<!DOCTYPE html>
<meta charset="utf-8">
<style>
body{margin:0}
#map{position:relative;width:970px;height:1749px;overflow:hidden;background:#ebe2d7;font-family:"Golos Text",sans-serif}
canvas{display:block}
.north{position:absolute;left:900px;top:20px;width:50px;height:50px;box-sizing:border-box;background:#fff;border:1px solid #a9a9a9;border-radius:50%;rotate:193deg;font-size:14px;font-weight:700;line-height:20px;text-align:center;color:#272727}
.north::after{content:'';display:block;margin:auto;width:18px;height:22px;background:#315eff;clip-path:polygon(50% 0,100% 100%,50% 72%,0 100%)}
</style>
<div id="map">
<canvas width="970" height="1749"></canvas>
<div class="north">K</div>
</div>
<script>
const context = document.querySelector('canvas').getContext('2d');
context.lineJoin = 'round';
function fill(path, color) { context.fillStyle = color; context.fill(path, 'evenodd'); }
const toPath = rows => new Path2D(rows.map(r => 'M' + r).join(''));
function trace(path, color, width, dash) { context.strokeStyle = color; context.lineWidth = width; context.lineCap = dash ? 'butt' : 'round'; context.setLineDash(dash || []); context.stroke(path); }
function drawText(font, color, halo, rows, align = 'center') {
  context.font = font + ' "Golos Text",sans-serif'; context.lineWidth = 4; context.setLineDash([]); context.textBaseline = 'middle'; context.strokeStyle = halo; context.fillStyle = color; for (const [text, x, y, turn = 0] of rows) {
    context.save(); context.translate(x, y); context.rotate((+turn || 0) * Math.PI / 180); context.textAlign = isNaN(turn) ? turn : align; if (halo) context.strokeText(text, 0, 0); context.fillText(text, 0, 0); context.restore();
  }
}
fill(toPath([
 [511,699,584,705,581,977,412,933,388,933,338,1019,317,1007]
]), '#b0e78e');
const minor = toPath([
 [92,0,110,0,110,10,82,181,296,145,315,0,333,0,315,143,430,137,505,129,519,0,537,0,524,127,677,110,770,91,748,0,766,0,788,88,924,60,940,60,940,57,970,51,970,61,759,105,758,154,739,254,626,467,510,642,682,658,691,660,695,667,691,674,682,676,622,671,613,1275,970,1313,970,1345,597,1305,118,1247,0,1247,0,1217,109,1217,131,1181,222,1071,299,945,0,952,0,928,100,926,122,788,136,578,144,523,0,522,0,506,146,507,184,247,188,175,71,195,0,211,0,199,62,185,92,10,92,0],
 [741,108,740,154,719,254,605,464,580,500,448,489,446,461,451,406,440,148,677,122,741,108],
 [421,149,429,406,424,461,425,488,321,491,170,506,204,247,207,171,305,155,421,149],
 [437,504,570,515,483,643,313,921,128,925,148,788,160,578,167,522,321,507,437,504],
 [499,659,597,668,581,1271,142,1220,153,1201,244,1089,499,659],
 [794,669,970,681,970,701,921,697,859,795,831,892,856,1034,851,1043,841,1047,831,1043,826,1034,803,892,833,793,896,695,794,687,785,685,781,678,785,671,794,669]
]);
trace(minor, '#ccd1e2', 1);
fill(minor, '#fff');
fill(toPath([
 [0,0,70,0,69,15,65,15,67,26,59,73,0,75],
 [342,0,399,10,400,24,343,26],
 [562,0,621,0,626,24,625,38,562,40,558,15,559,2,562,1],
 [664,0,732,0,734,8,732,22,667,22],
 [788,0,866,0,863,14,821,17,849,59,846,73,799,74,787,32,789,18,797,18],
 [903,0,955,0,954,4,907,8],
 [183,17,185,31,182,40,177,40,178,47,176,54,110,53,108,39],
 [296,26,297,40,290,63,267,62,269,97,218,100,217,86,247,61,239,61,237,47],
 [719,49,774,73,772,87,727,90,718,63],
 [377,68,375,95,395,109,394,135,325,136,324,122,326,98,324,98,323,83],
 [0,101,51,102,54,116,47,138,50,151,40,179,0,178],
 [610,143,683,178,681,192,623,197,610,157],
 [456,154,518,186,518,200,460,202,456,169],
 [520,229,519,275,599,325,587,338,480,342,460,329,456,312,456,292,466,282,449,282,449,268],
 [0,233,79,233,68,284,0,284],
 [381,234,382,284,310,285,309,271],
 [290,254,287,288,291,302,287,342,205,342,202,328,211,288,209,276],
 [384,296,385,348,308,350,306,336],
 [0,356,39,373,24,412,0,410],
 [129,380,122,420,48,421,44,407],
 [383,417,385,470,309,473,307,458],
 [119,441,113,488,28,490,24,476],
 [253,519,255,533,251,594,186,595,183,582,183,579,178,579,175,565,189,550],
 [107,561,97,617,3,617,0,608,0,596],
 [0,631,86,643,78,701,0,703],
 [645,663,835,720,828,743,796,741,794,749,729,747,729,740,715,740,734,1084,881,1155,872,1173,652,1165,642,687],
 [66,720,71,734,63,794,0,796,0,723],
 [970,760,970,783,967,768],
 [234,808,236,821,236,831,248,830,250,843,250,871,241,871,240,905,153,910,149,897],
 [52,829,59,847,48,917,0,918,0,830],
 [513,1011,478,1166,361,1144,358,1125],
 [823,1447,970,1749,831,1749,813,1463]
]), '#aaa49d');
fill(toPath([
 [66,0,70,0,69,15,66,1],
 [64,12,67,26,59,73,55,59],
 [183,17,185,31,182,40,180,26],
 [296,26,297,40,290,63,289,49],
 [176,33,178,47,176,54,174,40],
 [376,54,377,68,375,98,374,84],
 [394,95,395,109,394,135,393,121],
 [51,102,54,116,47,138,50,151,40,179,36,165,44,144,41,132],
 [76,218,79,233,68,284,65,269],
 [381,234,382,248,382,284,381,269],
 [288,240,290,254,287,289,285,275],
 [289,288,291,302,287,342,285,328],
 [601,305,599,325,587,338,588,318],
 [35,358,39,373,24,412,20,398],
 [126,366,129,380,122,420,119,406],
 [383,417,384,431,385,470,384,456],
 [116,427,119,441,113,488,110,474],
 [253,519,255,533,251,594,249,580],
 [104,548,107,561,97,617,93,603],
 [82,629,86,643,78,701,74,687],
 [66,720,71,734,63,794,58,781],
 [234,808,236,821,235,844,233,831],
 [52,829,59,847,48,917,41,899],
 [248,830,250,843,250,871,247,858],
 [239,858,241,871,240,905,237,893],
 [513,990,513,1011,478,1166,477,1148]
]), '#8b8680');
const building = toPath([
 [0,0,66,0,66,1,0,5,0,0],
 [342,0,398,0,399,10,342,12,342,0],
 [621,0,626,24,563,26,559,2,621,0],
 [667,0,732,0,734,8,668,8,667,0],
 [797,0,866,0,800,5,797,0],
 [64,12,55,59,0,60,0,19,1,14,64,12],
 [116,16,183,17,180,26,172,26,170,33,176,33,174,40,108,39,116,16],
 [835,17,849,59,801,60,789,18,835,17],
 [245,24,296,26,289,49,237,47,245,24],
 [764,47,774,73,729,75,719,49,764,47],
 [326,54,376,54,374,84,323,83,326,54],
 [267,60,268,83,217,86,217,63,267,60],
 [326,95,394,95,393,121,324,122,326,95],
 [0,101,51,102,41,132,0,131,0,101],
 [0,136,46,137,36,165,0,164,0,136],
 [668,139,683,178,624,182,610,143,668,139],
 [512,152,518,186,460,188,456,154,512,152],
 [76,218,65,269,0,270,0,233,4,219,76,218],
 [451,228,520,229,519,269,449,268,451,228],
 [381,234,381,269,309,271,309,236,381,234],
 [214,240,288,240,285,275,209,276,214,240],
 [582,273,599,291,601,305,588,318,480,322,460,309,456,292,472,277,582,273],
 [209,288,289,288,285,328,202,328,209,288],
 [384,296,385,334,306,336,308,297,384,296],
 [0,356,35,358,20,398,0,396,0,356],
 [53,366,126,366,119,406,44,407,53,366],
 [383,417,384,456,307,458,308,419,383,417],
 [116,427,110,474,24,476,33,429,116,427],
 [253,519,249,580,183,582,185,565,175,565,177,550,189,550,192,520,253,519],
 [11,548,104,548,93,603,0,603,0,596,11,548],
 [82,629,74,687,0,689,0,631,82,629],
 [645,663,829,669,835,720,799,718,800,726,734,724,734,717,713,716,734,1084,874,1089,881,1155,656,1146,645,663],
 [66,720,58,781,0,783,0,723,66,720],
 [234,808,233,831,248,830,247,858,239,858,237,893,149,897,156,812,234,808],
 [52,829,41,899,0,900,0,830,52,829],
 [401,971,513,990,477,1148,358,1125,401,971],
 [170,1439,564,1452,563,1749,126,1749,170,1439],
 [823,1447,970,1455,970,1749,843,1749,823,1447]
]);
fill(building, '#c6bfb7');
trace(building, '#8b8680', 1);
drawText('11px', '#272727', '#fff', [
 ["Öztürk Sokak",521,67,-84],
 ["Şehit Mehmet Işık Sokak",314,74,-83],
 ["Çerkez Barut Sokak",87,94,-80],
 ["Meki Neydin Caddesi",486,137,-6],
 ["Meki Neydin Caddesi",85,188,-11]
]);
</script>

◆ ◆ ◆ ◆ ◆

Required work: Determine how many lines in the entries above hold the string "canvas", then report that number and nothing further.

Solution for this exercise: 3